Work to be completed: Give again, word for word, each line below starting at the one that contains "Task: Serialize what" and ending at the one that contains "Dump the readable content of the screenshot".

======

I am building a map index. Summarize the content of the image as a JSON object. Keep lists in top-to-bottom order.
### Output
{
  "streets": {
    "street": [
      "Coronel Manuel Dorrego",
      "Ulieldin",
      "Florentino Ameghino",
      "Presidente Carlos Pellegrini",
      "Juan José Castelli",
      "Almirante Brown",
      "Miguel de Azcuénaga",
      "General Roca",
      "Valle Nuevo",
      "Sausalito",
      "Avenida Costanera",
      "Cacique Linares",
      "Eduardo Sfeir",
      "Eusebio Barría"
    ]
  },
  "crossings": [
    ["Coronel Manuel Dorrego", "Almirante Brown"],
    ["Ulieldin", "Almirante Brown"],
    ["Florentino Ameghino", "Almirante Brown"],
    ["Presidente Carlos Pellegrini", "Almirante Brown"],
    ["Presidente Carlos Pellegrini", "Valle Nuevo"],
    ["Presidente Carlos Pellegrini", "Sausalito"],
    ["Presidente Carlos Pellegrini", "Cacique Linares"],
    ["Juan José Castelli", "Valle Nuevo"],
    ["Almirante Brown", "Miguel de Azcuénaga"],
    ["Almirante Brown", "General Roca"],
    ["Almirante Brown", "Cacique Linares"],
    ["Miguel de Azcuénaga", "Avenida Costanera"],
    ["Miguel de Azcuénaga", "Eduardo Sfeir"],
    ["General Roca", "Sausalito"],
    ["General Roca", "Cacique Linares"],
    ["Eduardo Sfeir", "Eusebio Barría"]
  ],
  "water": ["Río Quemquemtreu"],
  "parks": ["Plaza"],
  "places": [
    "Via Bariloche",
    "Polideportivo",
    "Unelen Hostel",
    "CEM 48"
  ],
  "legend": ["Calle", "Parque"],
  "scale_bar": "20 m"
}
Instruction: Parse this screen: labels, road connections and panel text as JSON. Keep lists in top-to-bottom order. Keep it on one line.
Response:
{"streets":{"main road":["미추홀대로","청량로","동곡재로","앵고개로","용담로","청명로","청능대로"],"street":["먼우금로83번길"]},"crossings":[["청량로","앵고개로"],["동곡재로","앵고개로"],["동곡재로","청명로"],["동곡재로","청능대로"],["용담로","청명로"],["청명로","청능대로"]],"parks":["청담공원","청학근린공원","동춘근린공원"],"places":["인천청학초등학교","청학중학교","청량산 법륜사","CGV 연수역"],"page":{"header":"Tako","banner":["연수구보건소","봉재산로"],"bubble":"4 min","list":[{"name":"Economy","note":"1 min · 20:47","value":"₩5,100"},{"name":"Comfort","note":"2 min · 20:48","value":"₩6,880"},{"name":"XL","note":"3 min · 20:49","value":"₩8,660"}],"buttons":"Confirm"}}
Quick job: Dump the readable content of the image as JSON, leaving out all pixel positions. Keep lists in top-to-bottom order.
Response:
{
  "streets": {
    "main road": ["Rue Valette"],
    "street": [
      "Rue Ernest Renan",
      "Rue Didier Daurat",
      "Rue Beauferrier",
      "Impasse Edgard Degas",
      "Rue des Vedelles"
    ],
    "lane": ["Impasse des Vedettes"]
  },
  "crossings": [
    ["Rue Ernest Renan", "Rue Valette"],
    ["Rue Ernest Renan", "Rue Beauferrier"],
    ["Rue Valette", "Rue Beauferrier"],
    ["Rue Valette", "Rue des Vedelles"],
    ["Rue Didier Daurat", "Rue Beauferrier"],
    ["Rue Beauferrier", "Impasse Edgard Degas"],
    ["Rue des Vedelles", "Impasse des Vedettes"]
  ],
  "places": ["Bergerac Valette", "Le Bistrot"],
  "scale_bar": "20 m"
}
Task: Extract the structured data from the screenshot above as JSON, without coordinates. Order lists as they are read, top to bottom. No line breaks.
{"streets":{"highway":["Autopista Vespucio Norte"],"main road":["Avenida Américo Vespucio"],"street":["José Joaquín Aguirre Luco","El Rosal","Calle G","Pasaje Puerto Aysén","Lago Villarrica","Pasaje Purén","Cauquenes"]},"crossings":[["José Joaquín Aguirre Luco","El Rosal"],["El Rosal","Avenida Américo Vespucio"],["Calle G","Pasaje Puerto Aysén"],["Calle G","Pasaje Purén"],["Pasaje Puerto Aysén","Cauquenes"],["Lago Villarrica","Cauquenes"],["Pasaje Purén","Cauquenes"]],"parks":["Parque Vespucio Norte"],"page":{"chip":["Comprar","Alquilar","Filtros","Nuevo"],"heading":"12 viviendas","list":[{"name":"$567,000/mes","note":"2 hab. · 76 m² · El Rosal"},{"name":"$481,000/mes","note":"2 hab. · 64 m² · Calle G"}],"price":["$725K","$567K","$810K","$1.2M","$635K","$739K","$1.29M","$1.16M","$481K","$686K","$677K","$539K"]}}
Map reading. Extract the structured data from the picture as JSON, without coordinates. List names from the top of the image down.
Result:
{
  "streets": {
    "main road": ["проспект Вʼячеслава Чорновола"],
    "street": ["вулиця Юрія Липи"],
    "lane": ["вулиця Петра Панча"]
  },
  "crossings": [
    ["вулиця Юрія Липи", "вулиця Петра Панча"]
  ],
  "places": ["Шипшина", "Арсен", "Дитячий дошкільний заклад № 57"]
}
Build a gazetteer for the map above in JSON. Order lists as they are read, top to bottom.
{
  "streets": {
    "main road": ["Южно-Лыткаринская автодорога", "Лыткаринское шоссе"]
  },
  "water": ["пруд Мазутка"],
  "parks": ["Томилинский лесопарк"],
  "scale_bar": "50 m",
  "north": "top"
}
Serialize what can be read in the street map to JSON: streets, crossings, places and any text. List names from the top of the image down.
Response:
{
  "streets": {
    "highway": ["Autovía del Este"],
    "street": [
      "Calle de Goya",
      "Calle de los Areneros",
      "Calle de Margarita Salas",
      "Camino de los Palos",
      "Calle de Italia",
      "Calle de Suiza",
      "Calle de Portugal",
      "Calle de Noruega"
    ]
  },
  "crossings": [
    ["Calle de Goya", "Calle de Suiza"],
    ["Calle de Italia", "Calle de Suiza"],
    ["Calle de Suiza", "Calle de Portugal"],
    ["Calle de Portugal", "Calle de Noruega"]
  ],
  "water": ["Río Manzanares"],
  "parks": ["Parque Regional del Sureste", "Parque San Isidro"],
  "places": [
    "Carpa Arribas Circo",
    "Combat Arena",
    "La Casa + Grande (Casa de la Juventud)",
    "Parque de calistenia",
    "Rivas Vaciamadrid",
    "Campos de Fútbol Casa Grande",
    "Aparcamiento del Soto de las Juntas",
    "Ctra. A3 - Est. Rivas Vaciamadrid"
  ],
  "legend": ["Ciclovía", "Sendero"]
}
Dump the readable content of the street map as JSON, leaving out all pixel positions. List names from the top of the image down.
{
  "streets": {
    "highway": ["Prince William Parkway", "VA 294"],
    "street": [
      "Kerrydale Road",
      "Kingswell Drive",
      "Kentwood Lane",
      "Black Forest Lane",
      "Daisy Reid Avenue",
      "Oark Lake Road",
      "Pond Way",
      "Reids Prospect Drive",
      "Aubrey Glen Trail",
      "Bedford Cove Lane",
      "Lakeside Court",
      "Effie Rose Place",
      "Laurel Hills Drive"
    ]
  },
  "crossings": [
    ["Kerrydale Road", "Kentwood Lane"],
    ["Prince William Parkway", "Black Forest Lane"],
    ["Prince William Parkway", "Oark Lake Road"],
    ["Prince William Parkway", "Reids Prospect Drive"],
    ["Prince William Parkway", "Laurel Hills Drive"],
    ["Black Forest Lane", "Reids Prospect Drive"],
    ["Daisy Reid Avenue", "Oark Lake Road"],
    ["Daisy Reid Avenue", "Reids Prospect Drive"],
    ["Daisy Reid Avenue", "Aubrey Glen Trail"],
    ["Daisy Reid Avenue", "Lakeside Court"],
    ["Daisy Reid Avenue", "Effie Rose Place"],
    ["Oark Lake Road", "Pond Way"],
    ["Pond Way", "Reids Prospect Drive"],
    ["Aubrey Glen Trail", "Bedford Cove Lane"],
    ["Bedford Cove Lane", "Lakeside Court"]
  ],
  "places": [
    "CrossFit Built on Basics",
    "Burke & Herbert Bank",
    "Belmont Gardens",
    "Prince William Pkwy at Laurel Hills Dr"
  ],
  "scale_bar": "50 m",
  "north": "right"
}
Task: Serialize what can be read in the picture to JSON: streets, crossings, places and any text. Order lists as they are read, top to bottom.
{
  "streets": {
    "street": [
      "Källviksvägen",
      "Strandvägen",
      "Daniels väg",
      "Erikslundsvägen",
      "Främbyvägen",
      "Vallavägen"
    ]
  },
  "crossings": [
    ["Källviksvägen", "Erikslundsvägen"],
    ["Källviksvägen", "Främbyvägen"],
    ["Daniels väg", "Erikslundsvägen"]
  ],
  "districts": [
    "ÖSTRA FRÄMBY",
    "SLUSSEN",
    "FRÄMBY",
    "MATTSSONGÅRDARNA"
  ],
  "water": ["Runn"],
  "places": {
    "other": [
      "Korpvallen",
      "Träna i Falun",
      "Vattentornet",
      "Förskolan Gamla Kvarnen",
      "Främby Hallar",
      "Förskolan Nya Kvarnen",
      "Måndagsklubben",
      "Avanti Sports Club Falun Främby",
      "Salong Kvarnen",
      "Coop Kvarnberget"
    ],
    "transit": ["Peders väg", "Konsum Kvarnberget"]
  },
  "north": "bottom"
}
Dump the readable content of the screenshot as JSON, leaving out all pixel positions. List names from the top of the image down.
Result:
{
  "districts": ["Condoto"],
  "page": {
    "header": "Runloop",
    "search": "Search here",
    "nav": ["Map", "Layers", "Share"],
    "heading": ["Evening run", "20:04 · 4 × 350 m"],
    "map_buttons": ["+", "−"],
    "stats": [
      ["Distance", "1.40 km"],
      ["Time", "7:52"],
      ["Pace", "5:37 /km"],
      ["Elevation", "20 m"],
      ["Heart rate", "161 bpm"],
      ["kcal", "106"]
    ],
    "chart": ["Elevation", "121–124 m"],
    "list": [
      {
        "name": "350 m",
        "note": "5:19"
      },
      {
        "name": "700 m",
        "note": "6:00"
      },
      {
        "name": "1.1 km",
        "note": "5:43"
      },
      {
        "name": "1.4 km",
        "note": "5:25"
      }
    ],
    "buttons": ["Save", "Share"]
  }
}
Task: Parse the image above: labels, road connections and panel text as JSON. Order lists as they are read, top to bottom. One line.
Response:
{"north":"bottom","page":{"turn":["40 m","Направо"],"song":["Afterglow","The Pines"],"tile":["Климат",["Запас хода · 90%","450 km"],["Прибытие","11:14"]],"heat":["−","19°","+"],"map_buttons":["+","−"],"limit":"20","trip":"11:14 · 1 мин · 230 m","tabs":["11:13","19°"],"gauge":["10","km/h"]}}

======

Solution for this task:
Task: Serialize what can be read in the picture to JSON: streets, crossings, places and any text. Order lists as they are read, top to bottom.
{
  "streets": {
    "street": [
      "Källviksvägen",
      "Strandvägen",
      "Daniels väg",
      "Erikslundsvägen",
      "Främbyvägen",
      "Vallavägen"
    ]
  },
  "crossings": [
    ["Källviksvägen", "Erikslundsvägen"],
    ["Källviksvägen", "Främbyvägen"],
    ["Daniels väg", "Erikslundsvägen"]
  ],
  "districts": [
    "ÖSTRA FRÄMBY",
    "SLUSSEN",
    "FRÄMBY",
    "MATTSSONGÅRDARNA"
  ],
  "water": ["Runn"],
  "places": {
    "other": [
      "Korpvallen",
      "Träna i Falun",
      "Vattentornet",
      "Förskolan Gamla Kvarnen",
      "Främby Hallar",
      "Förskolan Nya Kvarnen",
      "Måndagsklubben",
      "Avanti Sports Club Falun Främby",
      "Salong Kvarnen",
      "Coop Kvarnberget"
    ],
    "transit": ["Peders väg", "Konsum Kvarnberget"]
  },
  "north": "bottom"
}
Dump the readable content of the screenshot as JSON, leaving out all pixel positions. List names from the top of the image down.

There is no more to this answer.